**Exercise goal**
If a line of the data below contains the string "with", copy it into your answer.

**Supplied information**

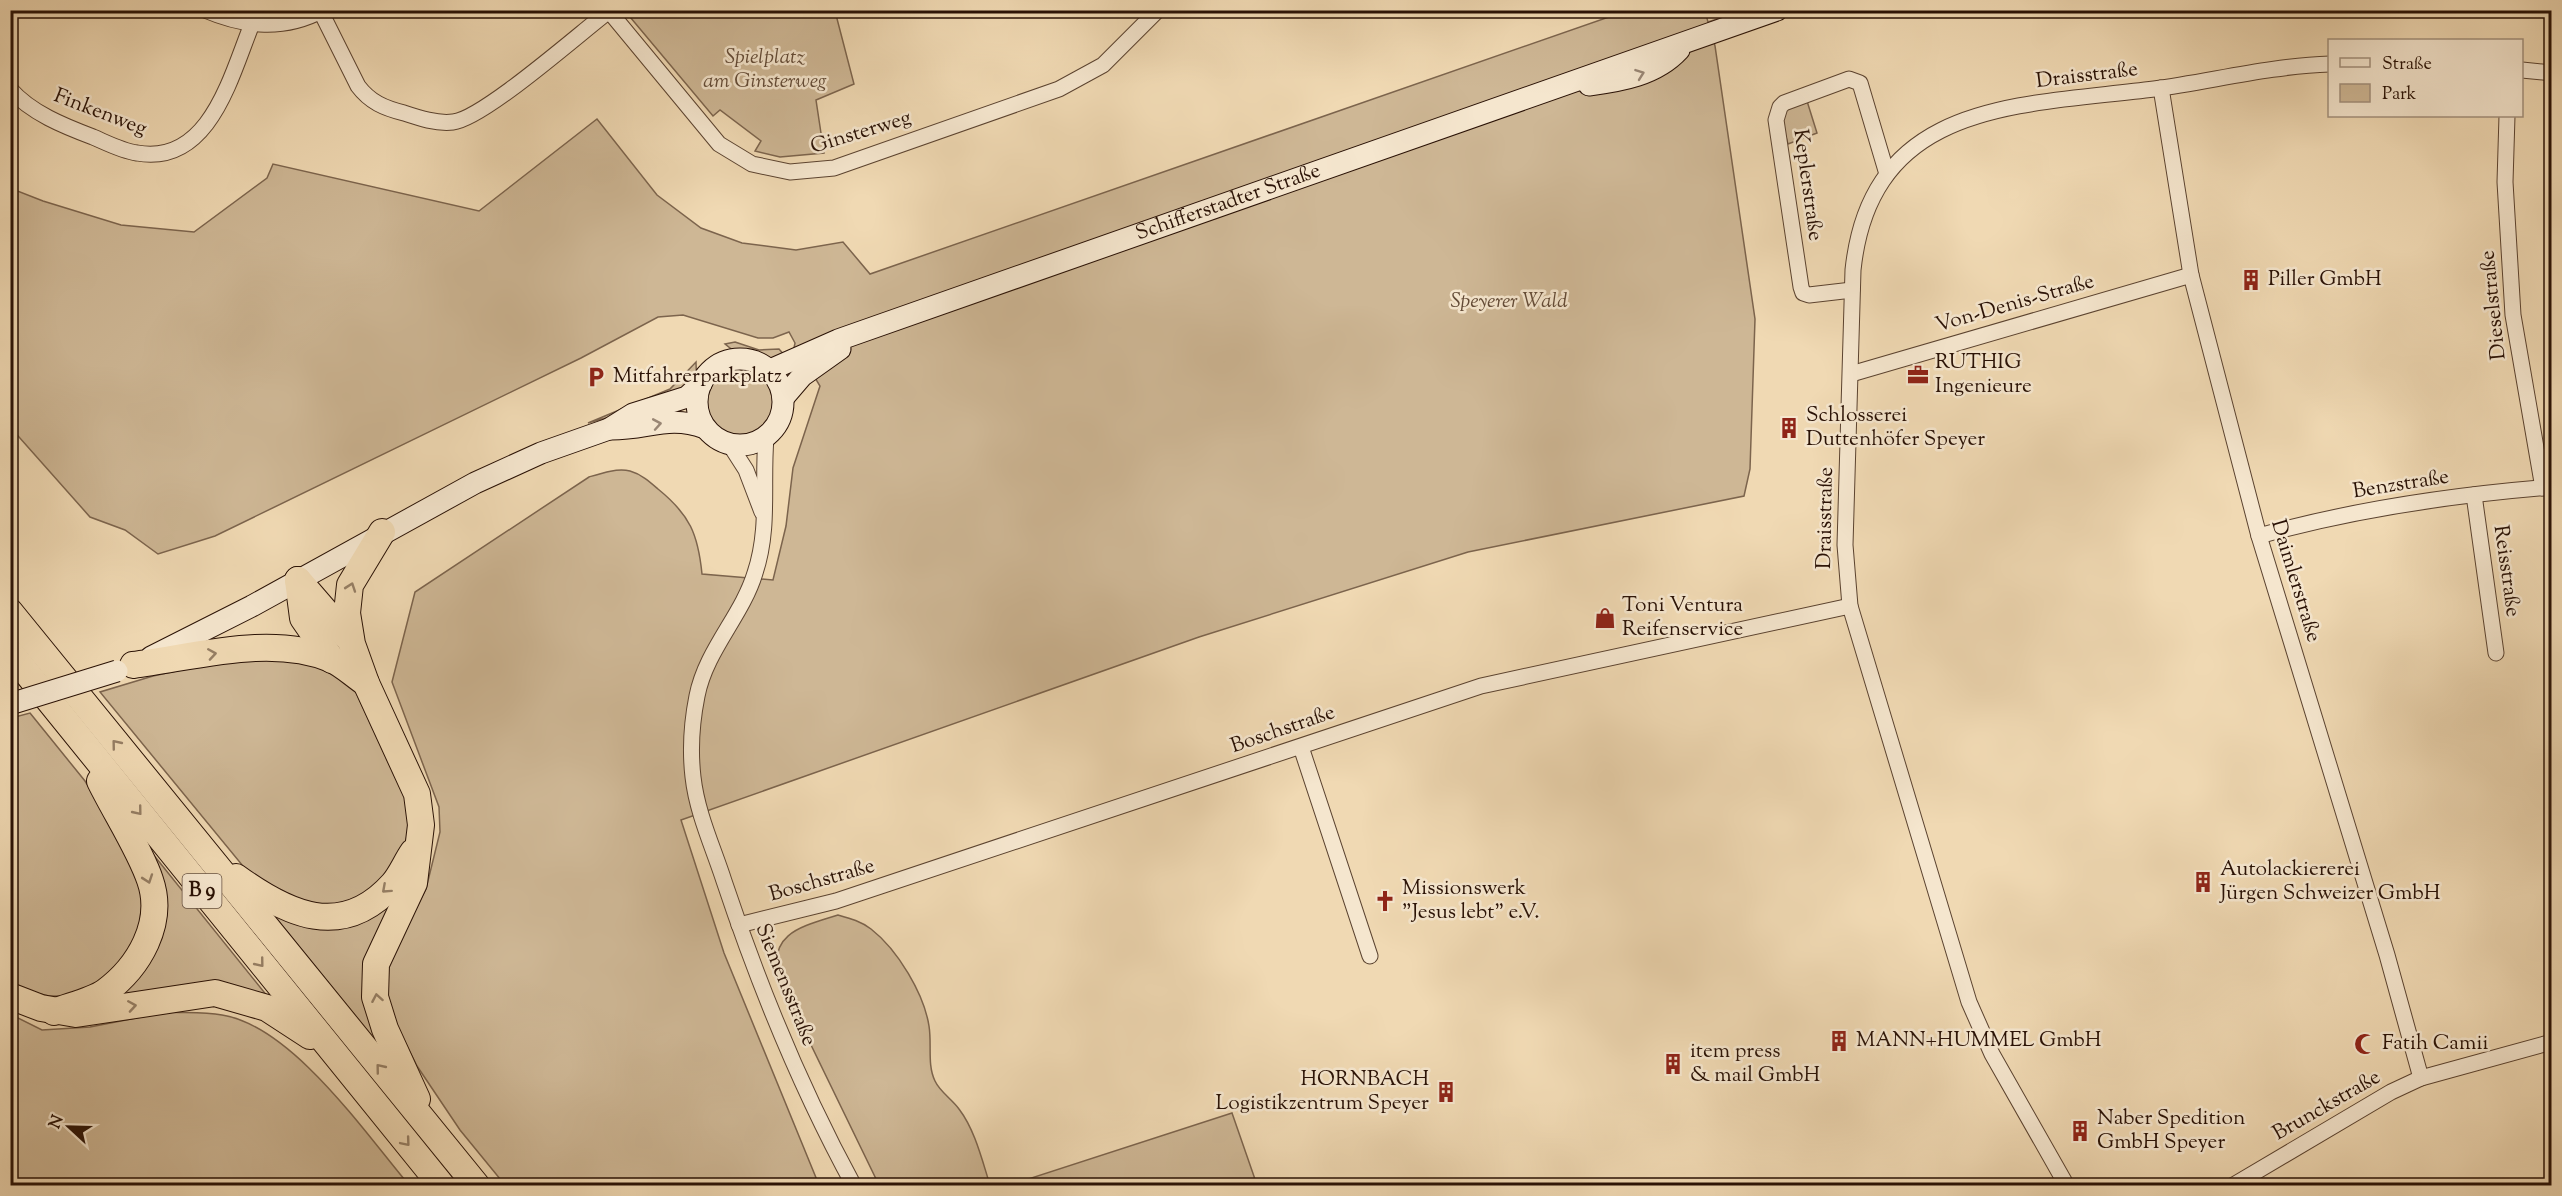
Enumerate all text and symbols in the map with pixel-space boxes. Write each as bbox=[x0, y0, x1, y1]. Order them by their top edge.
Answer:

---

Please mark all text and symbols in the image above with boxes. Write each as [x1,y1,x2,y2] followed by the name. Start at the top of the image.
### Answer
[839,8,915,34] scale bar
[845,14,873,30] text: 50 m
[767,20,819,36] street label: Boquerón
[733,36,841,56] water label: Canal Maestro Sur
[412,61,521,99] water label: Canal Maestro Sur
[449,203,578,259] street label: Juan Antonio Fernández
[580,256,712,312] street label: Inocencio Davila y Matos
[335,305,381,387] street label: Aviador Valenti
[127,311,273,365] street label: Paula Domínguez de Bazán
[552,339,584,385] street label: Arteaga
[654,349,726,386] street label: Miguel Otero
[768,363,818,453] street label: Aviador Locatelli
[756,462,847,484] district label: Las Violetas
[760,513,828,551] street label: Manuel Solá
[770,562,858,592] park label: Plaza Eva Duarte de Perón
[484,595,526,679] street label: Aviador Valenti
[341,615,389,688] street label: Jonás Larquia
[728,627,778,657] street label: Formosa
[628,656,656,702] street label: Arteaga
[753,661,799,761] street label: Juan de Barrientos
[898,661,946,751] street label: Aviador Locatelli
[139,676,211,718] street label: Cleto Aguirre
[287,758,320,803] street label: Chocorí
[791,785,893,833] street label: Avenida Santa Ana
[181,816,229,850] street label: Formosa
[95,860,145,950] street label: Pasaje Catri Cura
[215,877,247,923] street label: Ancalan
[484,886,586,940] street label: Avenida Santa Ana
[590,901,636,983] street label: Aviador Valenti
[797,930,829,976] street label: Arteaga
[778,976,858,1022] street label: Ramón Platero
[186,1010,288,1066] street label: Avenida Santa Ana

---

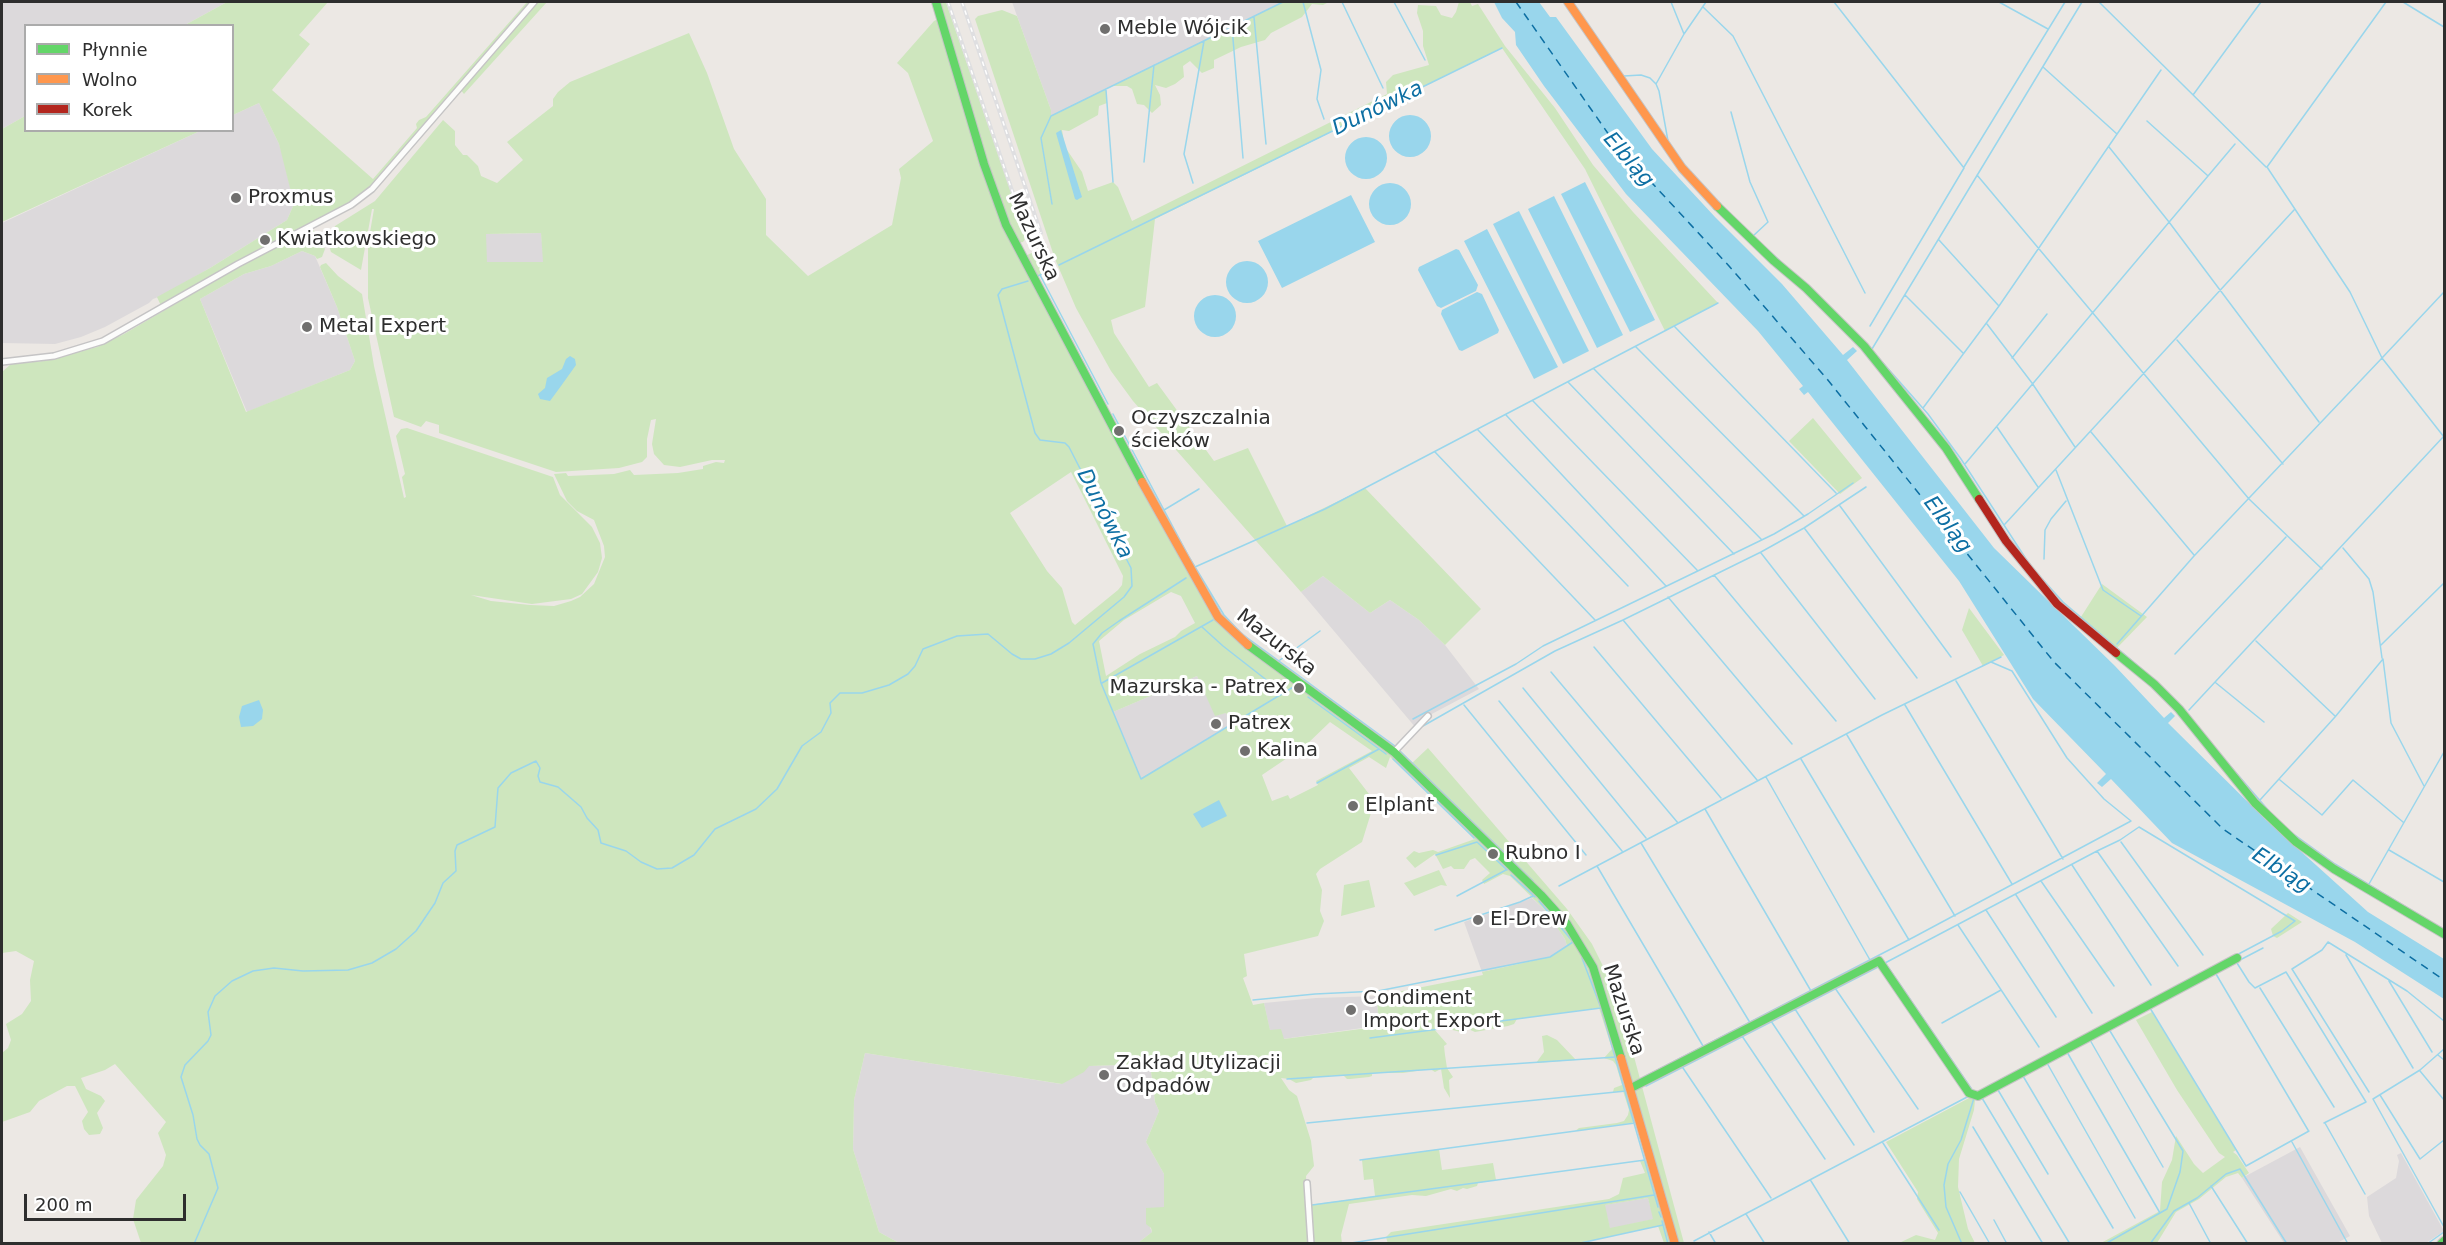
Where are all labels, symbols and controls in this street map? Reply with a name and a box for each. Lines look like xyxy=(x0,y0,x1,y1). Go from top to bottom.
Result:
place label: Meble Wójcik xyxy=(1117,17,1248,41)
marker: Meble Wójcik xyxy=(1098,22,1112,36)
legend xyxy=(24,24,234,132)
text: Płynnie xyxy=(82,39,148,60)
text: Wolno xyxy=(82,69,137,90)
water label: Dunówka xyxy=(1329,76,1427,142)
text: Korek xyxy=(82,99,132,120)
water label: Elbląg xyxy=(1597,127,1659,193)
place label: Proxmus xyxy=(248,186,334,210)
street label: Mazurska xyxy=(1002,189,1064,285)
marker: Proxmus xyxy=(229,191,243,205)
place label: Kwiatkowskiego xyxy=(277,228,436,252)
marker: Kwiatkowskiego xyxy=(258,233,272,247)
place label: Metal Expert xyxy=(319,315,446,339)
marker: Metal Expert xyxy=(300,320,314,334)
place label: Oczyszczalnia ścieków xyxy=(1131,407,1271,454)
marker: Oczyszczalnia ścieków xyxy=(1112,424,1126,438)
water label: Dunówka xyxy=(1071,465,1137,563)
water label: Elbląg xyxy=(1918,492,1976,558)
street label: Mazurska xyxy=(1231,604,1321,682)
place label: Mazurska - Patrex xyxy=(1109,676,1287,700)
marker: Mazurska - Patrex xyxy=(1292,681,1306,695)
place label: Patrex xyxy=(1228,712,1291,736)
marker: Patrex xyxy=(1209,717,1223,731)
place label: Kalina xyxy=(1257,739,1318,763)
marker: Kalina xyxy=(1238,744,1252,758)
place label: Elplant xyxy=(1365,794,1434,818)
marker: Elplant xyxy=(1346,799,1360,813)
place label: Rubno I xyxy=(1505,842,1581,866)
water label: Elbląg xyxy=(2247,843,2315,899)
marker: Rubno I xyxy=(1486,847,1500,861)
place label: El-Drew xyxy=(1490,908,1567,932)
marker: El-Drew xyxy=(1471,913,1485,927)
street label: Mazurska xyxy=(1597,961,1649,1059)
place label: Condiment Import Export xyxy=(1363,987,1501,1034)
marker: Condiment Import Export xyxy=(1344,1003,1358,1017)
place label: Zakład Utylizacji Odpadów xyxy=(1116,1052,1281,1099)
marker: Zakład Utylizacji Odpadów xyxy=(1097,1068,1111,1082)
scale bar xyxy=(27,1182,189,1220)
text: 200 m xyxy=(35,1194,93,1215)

**Solution to this task**
Enumerate all text and symbols in the map with pixel-space boxes. Write each as bbox=[x0, y0, x1, y1]. Order them by their top edge.
Please mark all text and symbols in the image above with boxes. Write each as [x1,y1,x2,y2] followed by the name. Start at the top of the image.
Where are all labels, symbols and controls in this street map? Reply with a name and a box for each. Lines look like xyxy=(x0,y0,x1,y1). Go from top to bottom.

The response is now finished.